▸ Problem
Copy exactly the lines from the beginning of the data down to and including the line holding "flex:none; width:55px; height:55px;", without any pictures.

(Dataset entries)

________________________________________

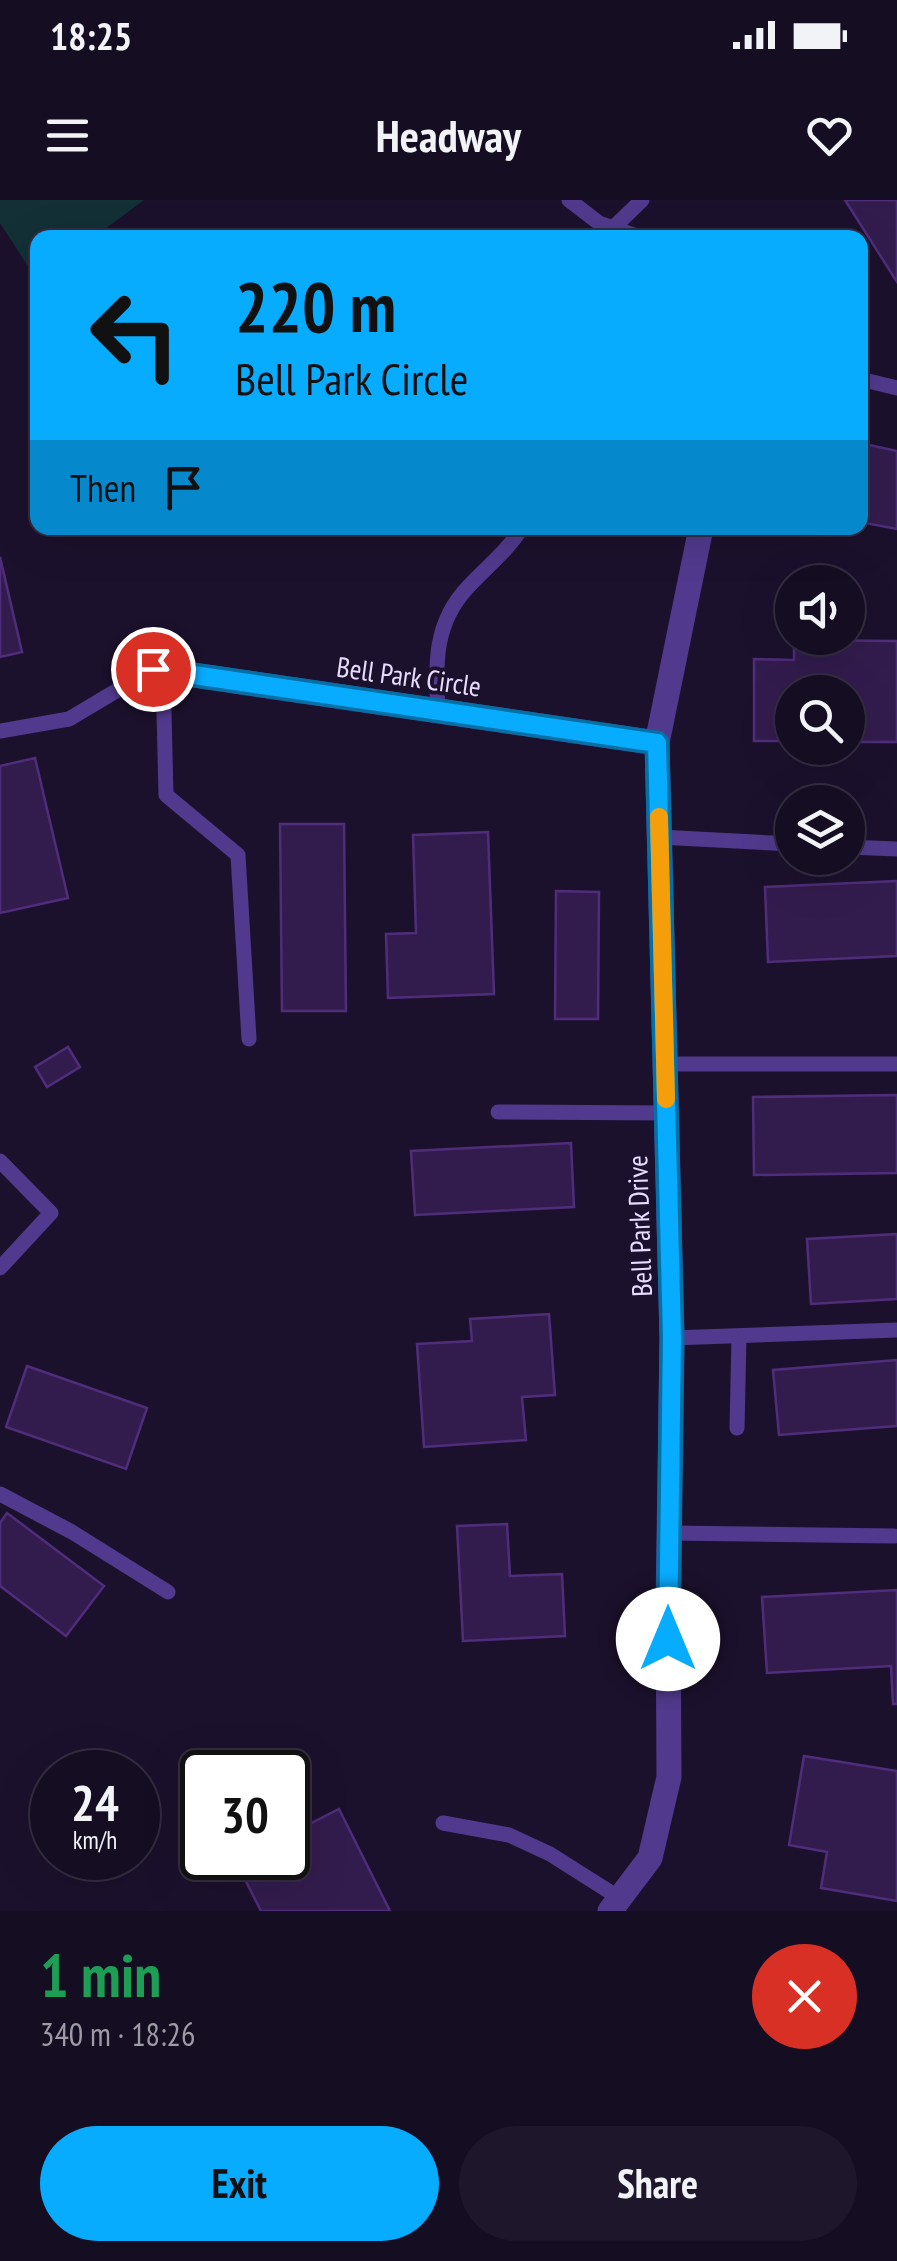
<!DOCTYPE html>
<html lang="en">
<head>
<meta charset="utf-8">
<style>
  body { margin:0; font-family:"PT Sans Narrow",sans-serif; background:#1e162a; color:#f1f3f6; height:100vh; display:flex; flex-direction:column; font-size:38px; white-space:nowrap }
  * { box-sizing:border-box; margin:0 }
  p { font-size:32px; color:#9d9ca5 }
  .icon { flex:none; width:55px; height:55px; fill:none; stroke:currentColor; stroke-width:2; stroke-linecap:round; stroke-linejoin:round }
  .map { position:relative; height:1711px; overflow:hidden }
  .details { display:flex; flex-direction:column; background:#150d22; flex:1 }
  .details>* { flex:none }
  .top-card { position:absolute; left:30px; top:30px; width:838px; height:305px; border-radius:20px; box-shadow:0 10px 40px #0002,0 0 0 2px #342d40; background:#08acff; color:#111; overflow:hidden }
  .fabs { position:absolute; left:775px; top:365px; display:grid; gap:20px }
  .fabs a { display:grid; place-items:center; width:90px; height:90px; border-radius:50%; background:#150d22; box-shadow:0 10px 40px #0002,0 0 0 2px #342d40; font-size:50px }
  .speed { position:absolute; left:30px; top:1550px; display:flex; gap:20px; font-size:50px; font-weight:700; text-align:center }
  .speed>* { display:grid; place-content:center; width:130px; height:130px; border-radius:50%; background:#150d22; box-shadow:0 10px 40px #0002,0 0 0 2px #342d40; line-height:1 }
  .speed small { font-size:25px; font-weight:400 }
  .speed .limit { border:5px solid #111; border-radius:15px; background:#fff; color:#111 }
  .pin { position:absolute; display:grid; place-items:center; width:85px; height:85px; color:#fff; margin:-42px; border:5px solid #fff; border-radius:50%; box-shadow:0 2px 10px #0007 }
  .me { position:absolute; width:110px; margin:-55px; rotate:0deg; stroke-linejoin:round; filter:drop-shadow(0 0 8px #0008) }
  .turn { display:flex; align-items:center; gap:35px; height:210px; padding:0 40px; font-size:45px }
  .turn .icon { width:130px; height:130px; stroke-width:2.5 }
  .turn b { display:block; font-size:70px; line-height:85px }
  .then { display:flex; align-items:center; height:95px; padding:0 40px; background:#0003; gap:20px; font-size:38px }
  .round { display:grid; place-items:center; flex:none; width:105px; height:105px; border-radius:52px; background:#1e162a }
  .headline { display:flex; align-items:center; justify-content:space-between; height:170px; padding:0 40px }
  h1 { font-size:60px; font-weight:800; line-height:75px; color:#1e9e55 }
  .button { display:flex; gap:20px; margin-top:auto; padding:20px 40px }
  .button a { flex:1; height:115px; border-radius:60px; background:#08acff; color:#111; font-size:40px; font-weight:800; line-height:115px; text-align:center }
  .button a+a { background:#1e162a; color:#f1f3f6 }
  .status { display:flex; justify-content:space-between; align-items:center; height:70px; padding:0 50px; background:#150d22; direction:ltr }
  .status svg { height:28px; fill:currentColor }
  header { display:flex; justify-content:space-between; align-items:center; height:130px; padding:0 40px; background:#150d22; font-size:45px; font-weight:800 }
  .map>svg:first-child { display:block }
  .green { fill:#133037 }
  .building { fill:#321c4e; stroke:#4f2d7b; stroke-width:2.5 }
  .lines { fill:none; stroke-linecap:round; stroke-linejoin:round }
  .lane { stroke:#513a8d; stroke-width:15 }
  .street { stroke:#513a8d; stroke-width:25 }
  .route-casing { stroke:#0570a6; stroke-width:25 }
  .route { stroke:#08acff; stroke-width:18 }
  .slow { stroke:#f59e0b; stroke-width:18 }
  .labels { text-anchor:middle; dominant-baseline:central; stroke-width:8; stroke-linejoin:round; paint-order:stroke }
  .street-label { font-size:28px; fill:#e8dcff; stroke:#1c112d }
</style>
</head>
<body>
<div class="status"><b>18:25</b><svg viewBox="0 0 49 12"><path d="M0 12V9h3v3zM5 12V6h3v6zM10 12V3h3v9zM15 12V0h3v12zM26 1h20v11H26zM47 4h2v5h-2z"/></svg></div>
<header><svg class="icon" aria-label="menu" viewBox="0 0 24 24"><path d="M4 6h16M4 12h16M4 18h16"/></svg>Headway<svg class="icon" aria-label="heart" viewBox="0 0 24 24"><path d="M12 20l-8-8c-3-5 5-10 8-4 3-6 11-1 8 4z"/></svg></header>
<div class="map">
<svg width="897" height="1711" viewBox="0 0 897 1711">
  <rect width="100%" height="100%" fill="#1c112d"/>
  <polygon class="green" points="0,0 144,0 94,37 38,38 37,80 0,23"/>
  <g class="building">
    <polygon points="845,0 897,0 897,82"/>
    <polygon points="860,243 897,251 897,329 860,322"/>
    <polygon points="0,357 22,452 0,457"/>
    <polygon points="794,440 897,441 897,542 848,542 848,492 792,492 792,541 754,541 754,459 794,460"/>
    <polygon points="35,558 68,698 0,713 0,566"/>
    <polygon points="280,624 344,624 346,811 282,811"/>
    <polygon points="488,632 494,794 388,798 386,734 416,733 413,635"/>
    <polygon points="897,681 897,756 768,762 765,687"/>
    <polygon points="556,691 599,692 598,819 555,819"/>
    <polygon points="68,847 80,867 47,887 35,867"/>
    <polygon points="897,895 897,973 754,975 753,897"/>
    <polygon points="571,943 574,1007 415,1015 411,951"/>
    <polygon points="897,1034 897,1099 811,1104 807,1039"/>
    <polygon points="549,1114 555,1195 522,1197 526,1240 424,1247 417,1144 472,1141 470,1119"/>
    <polygon points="897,1160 897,1226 779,1235 773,1170"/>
    <polygon points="27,1166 147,1208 126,1269 6,1227"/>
    <polygon points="7,1313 104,1386 66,1436 0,1386 0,1323"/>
    <polygon points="507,1324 510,1376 562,1374 565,1436 463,1441 457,1326"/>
    <polygon points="897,1390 897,1504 893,1504 891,1466 767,1473 762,1397"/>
    <polygon points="804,1556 897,1571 897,1701 821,1688 827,1652 789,1645"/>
    <polygon points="339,1609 390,1711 261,1711 234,1658 288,1658 288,1635"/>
  </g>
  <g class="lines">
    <g class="lane">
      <polyline points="569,0 599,23 643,38"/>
      <polyline points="613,28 642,0"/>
      <polyline points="860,179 897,188"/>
      <polyline points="163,470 166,595 238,655 249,839"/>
      <path d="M438,511C435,464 434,422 469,386C488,366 507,351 522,328"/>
      <polyline points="0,531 69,519 153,469"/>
      <polyline points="659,637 792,644"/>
      <polyline points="848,647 897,649"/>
      <polyline points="665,864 897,864"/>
      <polyline points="498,912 666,913"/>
      <polyline points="0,961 51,1013 0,1068"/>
      <polyline points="672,1138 897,1130"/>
      <polyline points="737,1228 739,1136"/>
      <polyline points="0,1294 72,1332 168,1392"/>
      <polyline points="669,1333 894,1336"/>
      <polyline points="443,1623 509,1635 550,1654 621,1699"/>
    </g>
    <g class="street">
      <polyline points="153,469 657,543"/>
      <polyline points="610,1711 650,1658 669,1577 668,1405 672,1138 657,543 701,328"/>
    </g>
  </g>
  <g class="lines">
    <g class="route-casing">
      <polyline id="route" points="153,469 657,543 672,1138 668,1439"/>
    </g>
    <use href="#route" class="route"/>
    <polyline class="slow" points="659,617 666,899"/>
  </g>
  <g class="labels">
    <g class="street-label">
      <text transform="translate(409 476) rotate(8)">Bell Park Circle</text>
      <text transform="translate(639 1026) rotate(-92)">Bell Park Drive</text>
    </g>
  </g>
</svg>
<div class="fabs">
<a><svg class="icon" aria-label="sound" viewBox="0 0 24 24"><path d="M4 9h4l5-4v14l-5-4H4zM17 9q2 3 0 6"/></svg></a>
<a><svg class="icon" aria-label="search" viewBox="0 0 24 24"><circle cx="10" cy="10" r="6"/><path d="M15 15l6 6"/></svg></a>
<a><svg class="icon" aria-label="layers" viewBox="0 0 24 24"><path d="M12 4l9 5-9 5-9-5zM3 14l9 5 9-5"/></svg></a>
</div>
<div class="speed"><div>24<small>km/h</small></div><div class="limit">30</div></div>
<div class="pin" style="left:153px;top:469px;background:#d93025"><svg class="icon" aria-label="arrive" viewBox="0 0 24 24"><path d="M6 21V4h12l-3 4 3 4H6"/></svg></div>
<svg class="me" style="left:668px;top:1439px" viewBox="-20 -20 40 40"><circle r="19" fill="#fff"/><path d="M0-13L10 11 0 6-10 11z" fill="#08acff"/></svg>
<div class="top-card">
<div class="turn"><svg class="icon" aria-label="left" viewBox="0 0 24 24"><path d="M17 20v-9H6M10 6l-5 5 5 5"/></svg><div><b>220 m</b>Bell Park Circle</div></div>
<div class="then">Then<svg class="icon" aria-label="arrive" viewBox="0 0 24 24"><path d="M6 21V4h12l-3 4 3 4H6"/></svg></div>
</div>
</div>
<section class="details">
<div class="headline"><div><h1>1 min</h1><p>340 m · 18:26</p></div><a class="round" style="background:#d93025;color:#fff"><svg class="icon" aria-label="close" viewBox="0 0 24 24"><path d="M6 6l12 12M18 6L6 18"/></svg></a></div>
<div class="button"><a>Exit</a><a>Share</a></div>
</section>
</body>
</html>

________________________________________

▸ Exercise result
<!DOCTYPE html>
<html lang="en">
<head>
<meta charset="utf-8">
<style>
  body { margin:0; font-family:"PT Sans Narrow",sans-serif; background:#1e162a; color:#f1f3f6; height:100vh; display:flex; flex-direction:column; font-size:38px; white-space:nowrap }
  * { box-sizing:border-box; margin:0 }
  p { font-size:32px; color:#9d9ca5 }
  .icon { flex:none; width:55px; height:55px; fill:none; stroke:currentColor; stroke-width:2; stroke-linecap:round; stroke-linejoin:round }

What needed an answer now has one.